The words “fear not” or “do not be afraid” appear many times in the Bible. One such reference is found in Luke 2:10-11, perhaps the most often read passage of the New Testament at Christmas celebrations:
But the angel said to them, “Do not be afraid; for see—I am bringing you good news of great joy for all the people: to you is born this day in the city of David a Savior, who is the Messiah, the Lord.
It is difficult to remember an Advent season tainted with more fear than the current year. It is palpable. I was asked in a recent television interview about the prevalence of fear in our society. What should people do about their fears? How should we respond to the threats we perceive to be real? It was tempting to respond somewhat flippantly, “Perhaps we should recommend watching less television!”

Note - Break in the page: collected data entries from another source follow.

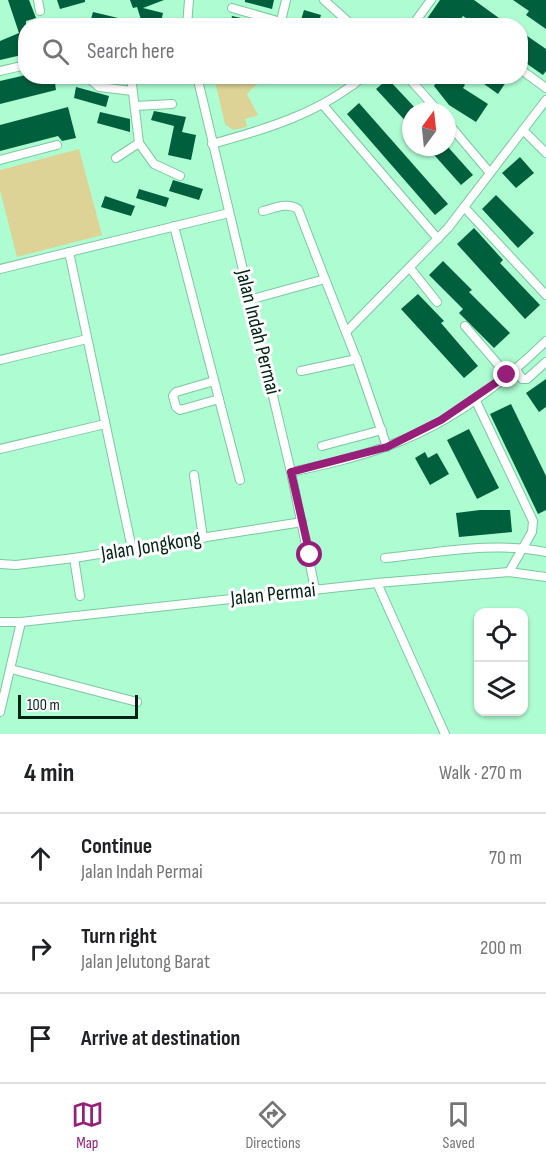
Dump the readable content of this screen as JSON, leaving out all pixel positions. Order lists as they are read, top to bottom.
{
  "streets": {
    "street": ["Jalan Indah Permai", "Jalan Jongkong", "Jalan Permai"]
  },
  "crossings": [
    ["Jalan Indah Permai", "Jalan Jongkong"],
    ["Jalan Indah Permai", "Jalan Permai"]
  ],
  "scale_bar": "100 m",
  "north": "top",
  "page": {
    "search": "Search here",
    "scale": "100 m",
    "heading": ["4 min", "Walk · 270 m"],
    "list": [
      ["Continue", "Jalan Indah Permai", "70 m"],
      ["Turn right", "Jalan Jelutong Barat", "200 m"],
      "Arrive at destination"
    ],
    "nav": ["Map", "Directions", "Saved"]
  }
}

Counselors would remind us that feelings and emotions (such as fear) are neither right nor wrong, they “just are.” What one does with feelings and emotions is the more important question. One can argue, with good reason, that many of our fears are illogical and frequently irrational. Statistically, driving to an airport is much more dangerous than flying commercially, but some are more afraid of flying.
Ignoring our fears, or those of others, is not healthy, but being paralyzed by fear can also be unhealthy. It is not good for the individual, for the society, nor for our faith communities. At best it is debilitating; at worst it is dangerous, and it undermines the very faith commitments we claim to hold.

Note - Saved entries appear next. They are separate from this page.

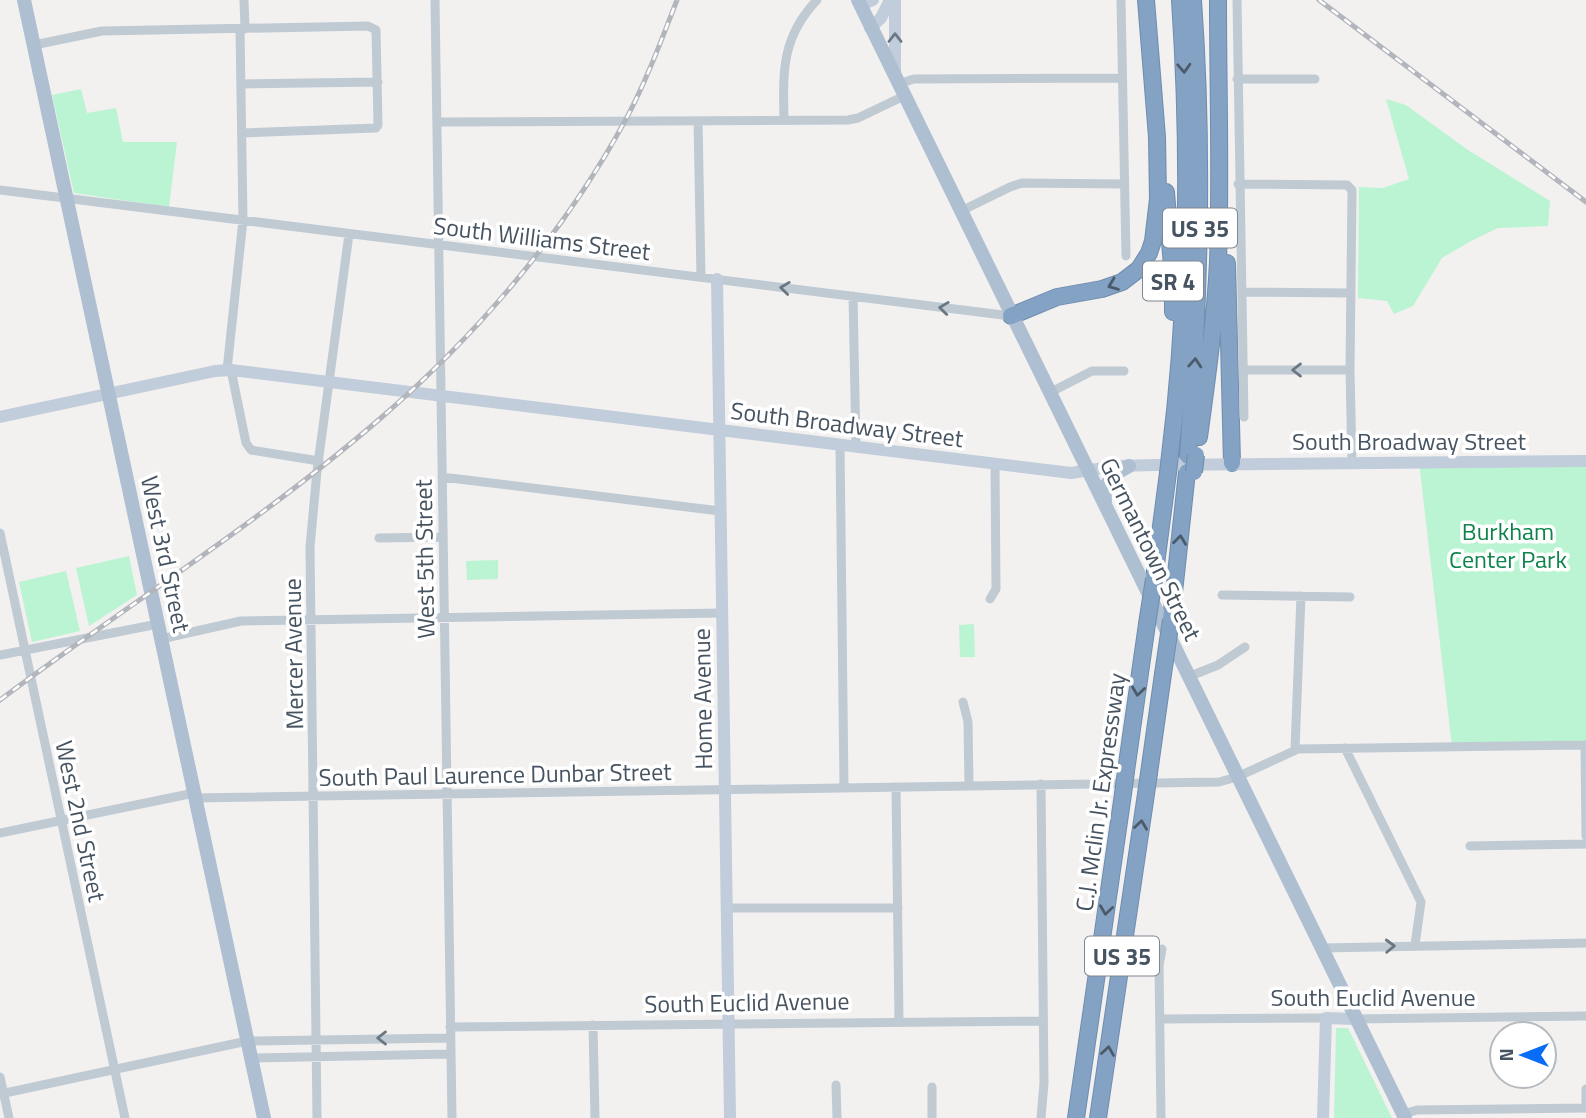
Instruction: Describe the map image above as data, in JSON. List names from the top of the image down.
{
  "streets": {
    "highway": ["US 35", "SR 4", "C.J. Mclin Jr. Expressway"],
    "main road": ["Germantown Street", "West 3rd Street"],
    "street": [
      "South Williams Street",
      "South Broadway Street",
      "West 5th Street",
      "Mercer Avenue",
      "Home Avenue",
      "South Paul Laurence Dunbar Street",
      "West 2nd Street",
      "South Euclid Avenue"
    ]
  },
  "crossings": [
    ["US 35", "SR 4"],
    ["US 35", "C.J. Mclin Jr. Expressway"],
    ["South Williams Street", "Germantown Street"],
    ["South Williams Street", "West 3rd Street"],
    ["South Williams Street", "West 5th Street"],
    ["South Williams Street", "Mercer Avenue"],
    ["South Williams Street", "Home Avenue"],
    ["SR 4", "C.J. Mclin Jr. Expressway"],
    ["South Broadway Street", "Germantown Street"],
    ["South Broadway Street", "West 3rd Street"],
    ["South Broadway Street", "West 5th Street"],
    ["South Broadway Street", "Mercer Avenue"],
    ["South Broadway Street", "Home Avenue"],
    ["Germantown Street", "South Paul Laurence Dunbar Street"],
    ["Germantown Street", "South Euclid Avenue"],
    ["West 3rd Street", "South Paul Laurence Dunbar Street"],
    ["West 5th Street", "South Paul Laurence Dunbar Street"],
    ["West 5th Street", "South Euclid Avenue"],
    ["Mercer Avenue", "South Paul Laurence Dunbar Street"],
    ["Home Avenue", "South Paul Laurence Dunbar Street"],
    ["Home Avenue", "South Euclid Avenue"],
    ["South Paul Laurence Dunbar Street", "West 2nd Street"]
  ],
  "parks": ["Burkham Center Park"],
  "north": "left"
}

The Good News of Jesus’ birth is, among many other things, a message of liberation from fear. It is a clarion call to “there is another way.” It signals a new era, ushering in a new expression of God’s Kingdom “coming on earth as it is in heaven.”
The really Good News is that while Jesus came as a “stranger,” an immigrant of sorts, as a vulnerable baby—he demonstrated by his life and teachings that we who follow him are invited to live with joy and freedom. Do not be afraid!